Not only is the curator representing the immigrant community, but he also represents the LGBTQ+ community, having been with his partner, Antonio Castillo, a senior city planner for the City of West Hollywood, for 21 years. These intersectionalities are not lost on Miramontes as he takes on this position, realizing just how much the performing arts and the demographics within a city such as LA are shifting. Representing a lens that might not have been amplified before, he not only wants to build on the legacies he stems from but also complicate them.
“I want to complicate it because I think utilizing the lived experience that I’ve had could bring something new to the table,” Miramontes said. “How am I responsible for that? And also, [knowing] I’m not just that, right? We have the potential to be much more than that. Just really thinking about a different lens and working with colleagues to amplify certain artists’ artistic work that may not have necessarily been at the forefront previously and how it connects to the communities around us. I find that that is the really interesting point in a vast city like Los Angeles.”

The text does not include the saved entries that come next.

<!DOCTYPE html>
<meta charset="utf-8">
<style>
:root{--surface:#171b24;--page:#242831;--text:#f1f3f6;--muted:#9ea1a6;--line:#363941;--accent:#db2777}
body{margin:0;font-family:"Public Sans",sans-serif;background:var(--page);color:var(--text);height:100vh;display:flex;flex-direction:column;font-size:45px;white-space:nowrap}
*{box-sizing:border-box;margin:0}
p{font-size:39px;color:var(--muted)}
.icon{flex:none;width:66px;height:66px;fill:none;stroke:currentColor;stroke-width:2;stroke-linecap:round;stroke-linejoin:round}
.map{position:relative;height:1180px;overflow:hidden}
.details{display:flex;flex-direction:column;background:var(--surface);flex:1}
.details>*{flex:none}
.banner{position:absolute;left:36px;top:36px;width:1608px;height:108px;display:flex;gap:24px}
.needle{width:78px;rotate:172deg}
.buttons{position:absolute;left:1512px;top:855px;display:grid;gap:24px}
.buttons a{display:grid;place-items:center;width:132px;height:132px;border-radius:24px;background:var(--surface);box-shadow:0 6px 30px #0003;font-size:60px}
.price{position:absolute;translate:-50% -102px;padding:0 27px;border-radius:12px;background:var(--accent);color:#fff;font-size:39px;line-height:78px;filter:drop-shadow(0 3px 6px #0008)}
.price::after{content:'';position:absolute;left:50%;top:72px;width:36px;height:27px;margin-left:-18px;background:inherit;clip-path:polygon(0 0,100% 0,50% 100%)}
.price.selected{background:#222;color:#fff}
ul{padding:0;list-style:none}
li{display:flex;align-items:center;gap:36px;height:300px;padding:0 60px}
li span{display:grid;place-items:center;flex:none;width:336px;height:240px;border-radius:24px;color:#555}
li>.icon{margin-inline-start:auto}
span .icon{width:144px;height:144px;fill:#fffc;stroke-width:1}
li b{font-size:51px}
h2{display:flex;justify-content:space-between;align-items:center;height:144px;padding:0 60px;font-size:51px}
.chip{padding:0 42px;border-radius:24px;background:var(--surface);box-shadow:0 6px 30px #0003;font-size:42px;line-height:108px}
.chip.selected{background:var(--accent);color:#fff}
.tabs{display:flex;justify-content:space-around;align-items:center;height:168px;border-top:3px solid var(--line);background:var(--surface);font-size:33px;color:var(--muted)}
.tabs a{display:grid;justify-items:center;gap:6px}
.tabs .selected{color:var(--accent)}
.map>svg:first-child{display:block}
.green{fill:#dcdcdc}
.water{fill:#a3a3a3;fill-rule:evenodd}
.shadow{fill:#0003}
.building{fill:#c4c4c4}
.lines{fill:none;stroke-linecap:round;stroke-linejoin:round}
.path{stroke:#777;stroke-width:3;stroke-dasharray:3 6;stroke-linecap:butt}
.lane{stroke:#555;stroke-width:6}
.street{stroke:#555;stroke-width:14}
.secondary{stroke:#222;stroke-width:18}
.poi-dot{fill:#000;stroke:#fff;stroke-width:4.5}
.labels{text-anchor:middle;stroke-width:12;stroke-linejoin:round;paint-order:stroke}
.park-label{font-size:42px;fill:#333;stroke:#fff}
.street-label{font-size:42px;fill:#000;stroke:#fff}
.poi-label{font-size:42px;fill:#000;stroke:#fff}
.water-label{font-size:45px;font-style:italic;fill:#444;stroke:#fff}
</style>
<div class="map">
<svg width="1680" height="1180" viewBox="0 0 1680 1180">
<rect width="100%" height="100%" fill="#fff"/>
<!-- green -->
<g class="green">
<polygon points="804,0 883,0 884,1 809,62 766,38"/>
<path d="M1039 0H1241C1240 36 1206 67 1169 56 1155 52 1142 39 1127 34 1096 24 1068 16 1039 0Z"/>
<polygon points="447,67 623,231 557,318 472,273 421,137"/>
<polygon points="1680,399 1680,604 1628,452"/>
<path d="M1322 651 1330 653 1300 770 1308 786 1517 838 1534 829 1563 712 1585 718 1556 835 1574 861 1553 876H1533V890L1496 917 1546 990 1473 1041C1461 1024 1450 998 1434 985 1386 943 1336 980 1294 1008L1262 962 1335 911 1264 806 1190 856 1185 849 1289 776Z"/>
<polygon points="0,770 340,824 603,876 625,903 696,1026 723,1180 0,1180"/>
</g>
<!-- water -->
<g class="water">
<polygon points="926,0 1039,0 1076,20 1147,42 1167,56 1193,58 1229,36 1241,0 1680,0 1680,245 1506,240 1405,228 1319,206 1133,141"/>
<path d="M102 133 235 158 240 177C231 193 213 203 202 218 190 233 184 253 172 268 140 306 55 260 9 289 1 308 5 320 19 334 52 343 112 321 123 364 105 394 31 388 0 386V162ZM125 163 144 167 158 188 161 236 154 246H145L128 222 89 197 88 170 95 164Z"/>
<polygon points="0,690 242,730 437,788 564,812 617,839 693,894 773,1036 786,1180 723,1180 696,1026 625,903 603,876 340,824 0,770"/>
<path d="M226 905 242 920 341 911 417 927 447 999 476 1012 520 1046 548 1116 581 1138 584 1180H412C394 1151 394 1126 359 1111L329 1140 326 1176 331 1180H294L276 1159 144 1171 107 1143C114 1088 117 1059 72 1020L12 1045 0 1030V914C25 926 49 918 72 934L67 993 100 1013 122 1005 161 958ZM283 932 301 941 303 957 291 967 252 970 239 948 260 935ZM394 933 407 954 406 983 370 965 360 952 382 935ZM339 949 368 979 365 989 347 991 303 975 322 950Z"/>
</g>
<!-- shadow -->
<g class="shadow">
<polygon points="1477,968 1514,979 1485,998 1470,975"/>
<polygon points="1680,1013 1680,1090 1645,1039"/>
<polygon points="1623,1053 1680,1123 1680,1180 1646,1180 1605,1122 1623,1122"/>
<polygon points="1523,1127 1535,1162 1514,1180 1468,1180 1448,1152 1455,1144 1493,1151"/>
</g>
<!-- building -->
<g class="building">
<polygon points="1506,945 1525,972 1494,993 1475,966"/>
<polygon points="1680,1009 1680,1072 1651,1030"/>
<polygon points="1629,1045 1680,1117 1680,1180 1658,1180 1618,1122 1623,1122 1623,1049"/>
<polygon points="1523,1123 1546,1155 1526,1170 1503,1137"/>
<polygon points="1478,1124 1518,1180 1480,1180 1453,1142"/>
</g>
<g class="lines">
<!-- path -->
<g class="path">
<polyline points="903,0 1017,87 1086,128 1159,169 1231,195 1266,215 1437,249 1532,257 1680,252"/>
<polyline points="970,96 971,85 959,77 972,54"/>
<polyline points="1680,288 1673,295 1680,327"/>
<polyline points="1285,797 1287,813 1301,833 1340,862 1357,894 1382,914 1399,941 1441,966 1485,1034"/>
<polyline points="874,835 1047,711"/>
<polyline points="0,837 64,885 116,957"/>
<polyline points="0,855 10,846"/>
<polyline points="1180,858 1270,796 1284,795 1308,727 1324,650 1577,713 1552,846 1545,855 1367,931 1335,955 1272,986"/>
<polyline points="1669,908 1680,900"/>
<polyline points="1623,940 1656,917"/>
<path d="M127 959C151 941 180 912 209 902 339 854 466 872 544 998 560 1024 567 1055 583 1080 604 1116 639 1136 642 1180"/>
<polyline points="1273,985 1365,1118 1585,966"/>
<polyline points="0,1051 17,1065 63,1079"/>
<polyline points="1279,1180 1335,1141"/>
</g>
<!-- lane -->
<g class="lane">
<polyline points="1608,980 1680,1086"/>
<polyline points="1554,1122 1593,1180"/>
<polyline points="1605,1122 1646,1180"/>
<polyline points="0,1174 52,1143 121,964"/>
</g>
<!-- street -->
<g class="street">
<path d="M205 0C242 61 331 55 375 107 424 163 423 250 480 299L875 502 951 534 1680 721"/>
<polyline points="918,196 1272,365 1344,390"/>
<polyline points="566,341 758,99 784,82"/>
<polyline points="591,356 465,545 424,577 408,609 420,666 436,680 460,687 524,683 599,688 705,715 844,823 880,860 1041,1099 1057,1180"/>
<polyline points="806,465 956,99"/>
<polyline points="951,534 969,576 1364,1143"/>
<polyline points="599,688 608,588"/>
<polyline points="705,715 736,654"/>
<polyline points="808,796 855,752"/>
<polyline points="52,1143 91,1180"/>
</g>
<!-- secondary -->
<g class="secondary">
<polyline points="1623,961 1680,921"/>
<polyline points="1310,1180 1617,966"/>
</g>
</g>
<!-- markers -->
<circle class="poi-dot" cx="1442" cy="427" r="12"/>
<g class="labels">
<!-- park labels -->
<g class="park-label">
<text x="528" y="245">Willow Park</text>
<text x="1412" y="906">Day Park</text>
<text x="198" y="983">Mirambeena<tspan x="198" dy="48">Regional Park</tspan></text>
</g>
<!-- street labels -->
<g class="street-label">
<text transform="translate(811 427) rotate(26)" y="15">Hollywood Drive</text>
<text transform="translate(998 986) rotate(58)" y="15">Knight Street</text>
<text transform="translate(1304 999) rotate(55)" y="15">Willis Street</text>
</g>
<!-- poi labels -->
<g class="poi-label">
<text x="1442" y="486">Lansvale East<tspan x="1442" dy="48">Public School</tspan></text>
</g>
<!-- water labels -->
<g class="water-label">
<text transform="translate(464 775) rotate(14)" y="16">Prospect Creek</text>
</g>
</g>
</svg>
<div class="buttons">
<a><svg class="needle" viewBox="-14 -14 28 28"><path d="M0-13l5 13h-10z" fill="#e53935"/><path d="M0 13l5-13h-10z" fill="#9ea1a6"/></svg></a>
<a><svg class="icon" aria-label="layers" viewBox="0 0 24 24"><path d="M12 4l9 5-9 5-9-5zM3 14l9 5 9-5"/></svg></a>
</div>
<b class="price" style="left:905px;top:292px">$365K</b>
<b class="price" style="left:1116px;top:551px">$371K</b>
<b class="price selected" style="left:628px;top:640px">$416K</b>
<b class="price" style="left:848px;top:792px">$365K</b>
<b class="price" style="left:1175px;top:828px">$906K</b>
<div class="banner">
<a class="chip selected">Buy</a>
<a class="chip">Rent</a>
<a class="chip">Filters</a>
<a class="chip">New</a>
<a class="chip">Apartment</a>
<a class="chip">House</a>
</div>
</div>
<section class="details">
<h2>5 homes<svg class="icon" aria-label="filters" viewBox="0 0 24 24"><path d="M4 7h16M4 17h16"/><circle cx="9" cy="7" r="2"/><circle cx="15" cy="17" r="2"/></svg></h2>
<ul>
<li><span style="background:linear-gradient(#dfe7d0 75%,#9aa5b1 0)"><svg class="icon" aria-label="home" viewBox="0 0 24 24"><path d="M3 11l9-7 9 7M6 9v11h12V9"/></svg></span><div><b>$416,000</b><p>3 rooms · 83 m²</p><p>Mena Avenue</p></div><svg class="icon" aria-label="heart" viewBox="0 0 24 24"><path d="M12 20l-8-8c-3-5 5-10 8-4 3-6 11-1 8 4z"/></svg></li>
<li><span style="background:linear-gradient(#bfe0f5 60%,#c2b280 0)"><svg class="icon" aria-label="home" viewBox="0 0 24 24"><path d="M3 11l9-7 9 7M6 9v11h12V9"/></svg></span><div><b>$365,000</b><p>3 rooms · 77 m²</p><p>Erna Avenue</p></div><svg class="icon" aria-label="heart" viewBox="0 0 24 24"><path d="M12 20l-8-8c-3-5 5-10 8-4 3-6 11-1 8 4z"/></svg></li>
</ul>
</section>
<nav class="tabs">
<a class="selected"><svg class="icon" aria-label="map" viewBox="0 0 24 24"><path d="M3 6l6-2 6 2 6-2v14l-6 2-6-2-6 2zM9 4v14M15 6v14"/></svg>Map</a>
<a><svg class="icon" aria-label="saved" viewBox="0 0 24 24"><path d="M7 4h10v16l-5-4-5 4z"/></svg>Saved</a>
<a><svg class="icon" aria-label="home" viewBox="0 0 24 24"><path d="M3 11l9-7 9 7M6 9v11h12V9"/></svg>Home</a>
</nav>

Connecting with the surrounding Latino community
While building relationships with potential artists and performers is immensely important to Miramontes, connecting with the surrounding community and UCLA students is as well. And with the Nimoy Theatre under his care, he is actively thinking about how to better involve the communities around it as well as preserve its rich history for locals while utilizing the space in a new and different way.
“How do I think about, not just in preservation terms, continuing that legacy with communities who like historic preservation, but also can think about performance and utilizing the theater differently but still giving it that life and prominence?” Miramontes said. “I’m also thinking quite a bit about a community organizing lens as well, and how the work can tie in a bit more with being mindful of how communities approach performing arts and work and how this work is long-term. It’s not just a one-off. Building trust and building a rapport with communities requires an ongoing conversation.”
Connecting the Nimoy Theatre and UCLA with the vibrant life surrounding it is not only a priority for Miramontes but for Steele as well, which is among the reasons he is so excited to see what the future holds for the curator and CAP UCLA.
“The theater is the physical embodiment of the idea that institutions and universities of all kinds need to understand and find ways to continue to connect themselves to the city and the world around us. I know that’s already a focus and an interest of [Miramontes] in big ways. And our job, all of our jobs here at UCLA, is about supporting him so that he can continue to do that work and discover new powerful ways to accomplish it. And he will. I’m certain he and [CAP UCLA] will.”